Learn which type of “Startup Funding” You Could Get !!

startup funding

Funding is one of the most critical needs for startups to develop their products or services and expand their business. Every business has distinctive needs and no financial solution is one size fits all. Funding the business is one of the first and the most important financial choice most business owners make. How they choose to fund their business could affect how they structure and run the business. Startup funding is the money needed to launch a new business. These funds can be sourced from various sources and can be used for any purpose that benefits the startup to go from idea to actual business. Once you know how much startup funding you’ll need, it’s time to figure out how you’ll get it.

What are the funding rounds?

Startups don’t just raise lump sum money or randomly get a startup business loan and then are set up forever. But, the number of times startups are turning back to the market to raise more capital has been growing ever since. Each of these raises is known as a ‘funding round’, or we can say a funding round is anytime money is raised from one or more investors for the business.
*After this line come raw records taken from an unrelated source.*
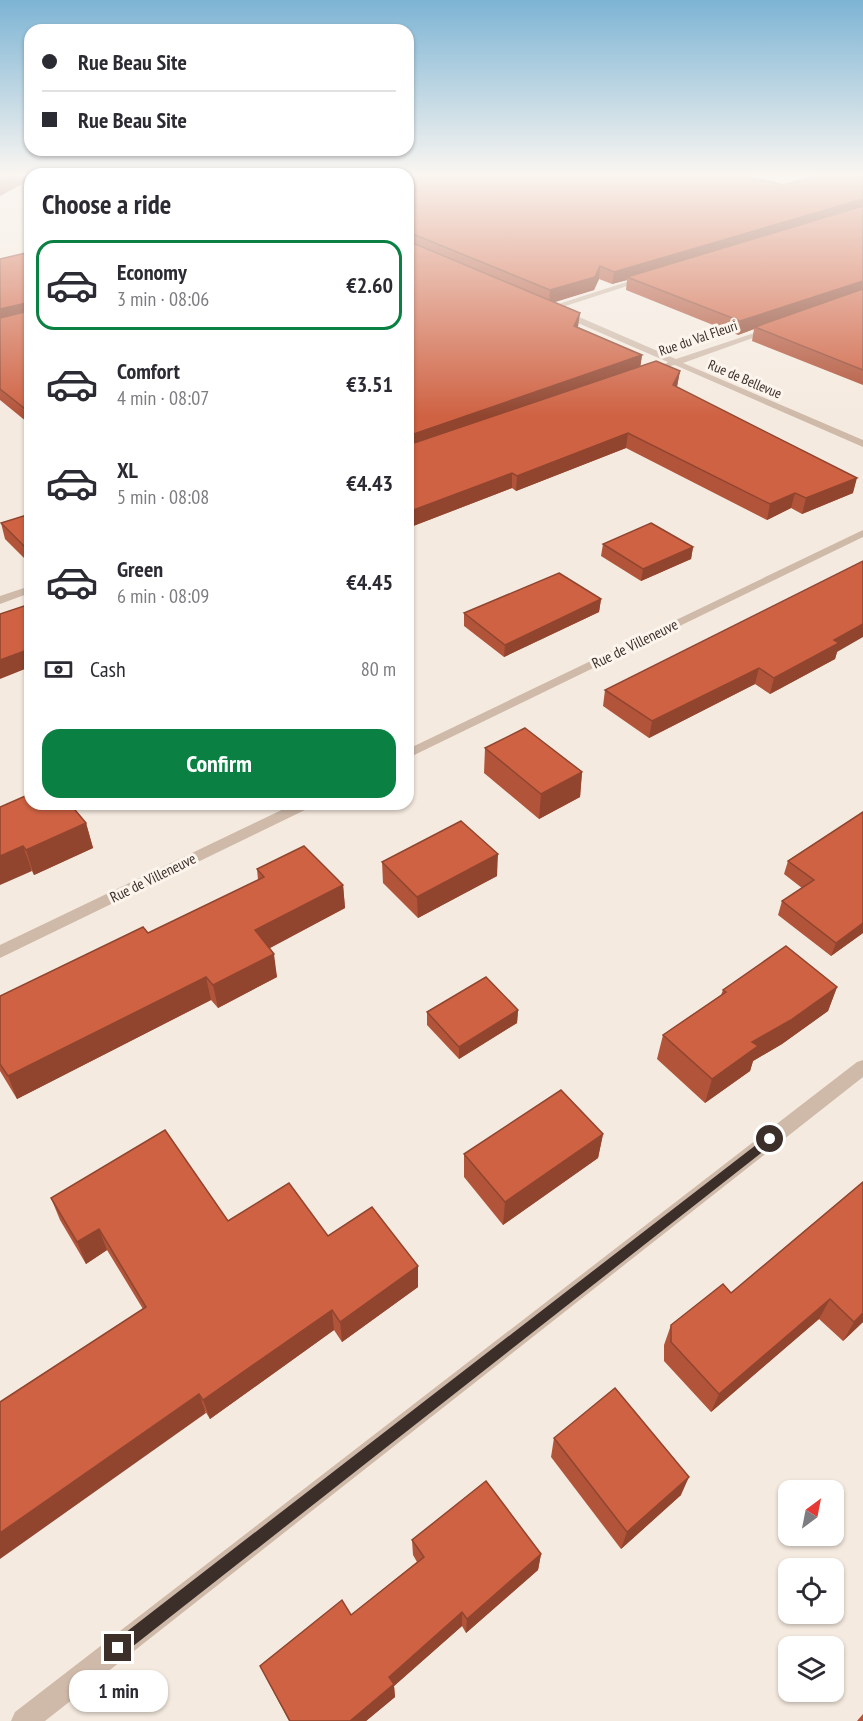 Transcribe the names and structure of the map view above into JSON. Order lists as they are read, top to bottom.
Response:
{
  "streets": {
    "street": ["Rue du Val Fleuri", "Rue de Bellevue", "Rue de Villeneuve"]
  },
  "crossings": [
    ["Rue du Val Fleuri", "Rue de Bellevue"]
  ],
  "north": "top right",
  "page": {
    "banner": ["Rue Beau Site", "Rue Beau Site"],
    "heading": "Choose a ride",
    "list": [
      {
        "name": "Economy",
        "note": "3 min · 08:06",
        "value": "€2.60"
      },
      {
        "name": "Comfort",
        "note": "4 min · 08:07",
        "value": "€3.51"
      },
      {
        "name": "XL",
        "note": "5 min · 08:08",
        "value": "€4.43"
      },
      {
        "name": "Green",
        "note": "6 min · 08:09",
        "value": "€4.45"
      }
    ],
    "pay": ["Cash", "80 m"],
    "buttons": "Confirm",
    "bubble": "1 min"
  }
}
In each funding round, the founders are willing to trade equity in their company for the capital they can use for the business. Convertible notes are also frequently used in earlier series of fundraising. During those times investors face more risk or in the event founders need a bridge round to extend their existing runway to get to the next financing round they may take the help of such convertible notes.

What are the different types of series funding?

Each funding round is given a letter, such as A Round, B Round, C Round, etc. because each round follows another. These letters categorize which number of funding rounds the startups are on. There are other types of funding rounds available to startups, depending upon the industry they work in and the level of interest among potential investors. Startups also do engage in what is known as “seed” funding or “angel investor” funding at the outset. After this, the funding rounds can be followed by Series A, B, and C rounds. But before any round of funding begins, the analysts undertake the valuation work of the company in question. These valuations are derived from many different factors like management, their proven track record, the market size, and the risk involved. 

What is the correct funding life cycle of a startup?

How long do funding rounds last?

All funding rounds duration is subjective, but mostly the rounds last anytime from 6 months to 18 months. Once any funding round has been completed, the company will usually have working capital for 6 months to 18 months. Thus it is believed that from thereon, the company may either be able to move to market or may instead progress to another series of funding.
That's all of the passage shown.